Saturday, October 11, 2008

Advertising Puzzlements

I have been reading three books recently about marketing, Blue Ocean Strategy by W Chan Kim & Renee Mauborgne, microtrends by Mark J Penn and Marketing to the Affluent by Dan Kennedy. My conclusion is that success or failure in marketing is all in how you think.

Blue Ocean Strategy basically makes a distinctions between red and blue oceans. Red oceans are markets everyone is competing for, recognized trends like the Baby Boomers. Blue oceans are a created phenomenon where there is no competition and, among other factors, increases price point and/or decreases expenses. Cirque de Soleil, one example from the book, combines the idea of circus and theater to increase prices, expands market share beyond families to corporate, and reduces expenses by eliminating animals.

microtrends is a demographic book and its premise is that, with the advent of the Internet, 1 percent or 100,000 people can move markets. That means that people are able to break out into sliver demographics and if marketers are only focused on megatrends, they will be missing the boat. Here are some examples of emerging groups: Internet marrieds, working retired, Protestant hispanics, southpaws unbound, pet parents, high school moguls, social geeks and powerful petites. Fascinating, huh?

Marketing to the Affluent is about marketing to people who buy stuff in THIS market. I have been involved in real estate investing, buying from people in distressed situations (foreclosures, bankruptcies) and trying to sell to the few buyers left that everybody is fighting over. So this book is about what kind of thinking is required to market to the affluent.

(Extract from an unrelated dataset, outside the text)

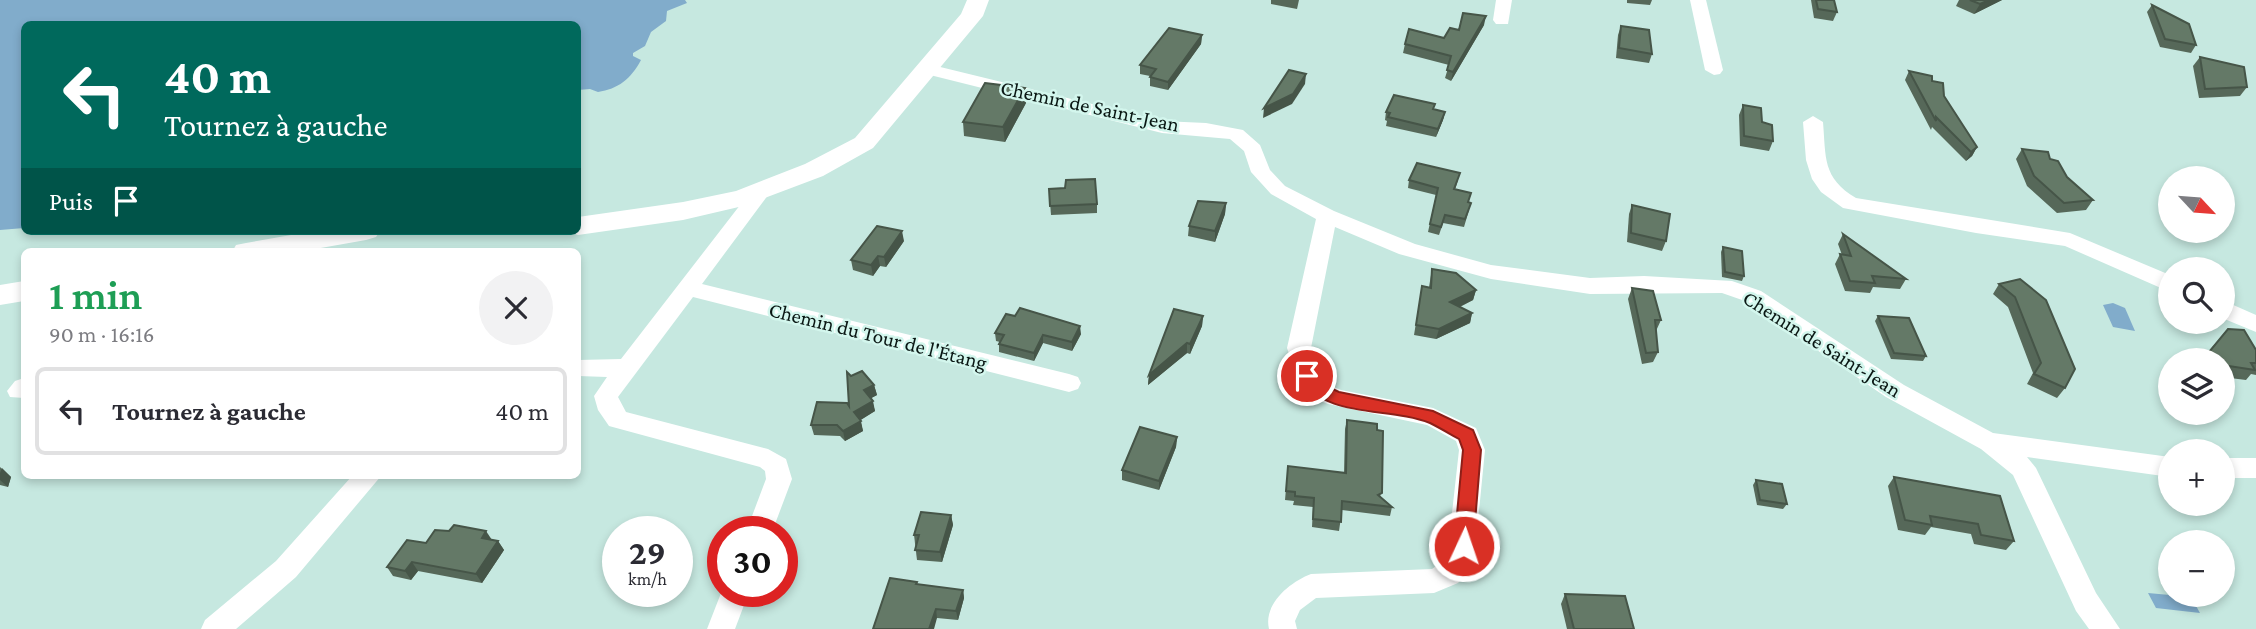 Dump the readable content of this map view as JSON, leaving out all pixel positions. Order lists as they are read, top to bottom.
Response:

As an example, I asked a small, prestigious eight-table restaurant owner with a two-year waiting list (Rao's) if he would be willing to donate a table for the East Harlem School Fall Benefit. He agreed in 2006 and 2007 and I'm praying he also agrees this year. That donation (one dinner for four gift certificate on a specific date - no substitutions) raised $3500 the first year as part of the silent auction and, leading the live auction, enough to scholarship a child for a year in 2007. Amazing! My thinking was, "What do you offer people who can buy pretty much anything they want?" Something NOT ACCESSIBLE. It makes total sense. Obviously, the size of the bid had a whole lot to do with people wanting to give lots to the school too. I was leaping up and down, cheering, in amazed glee.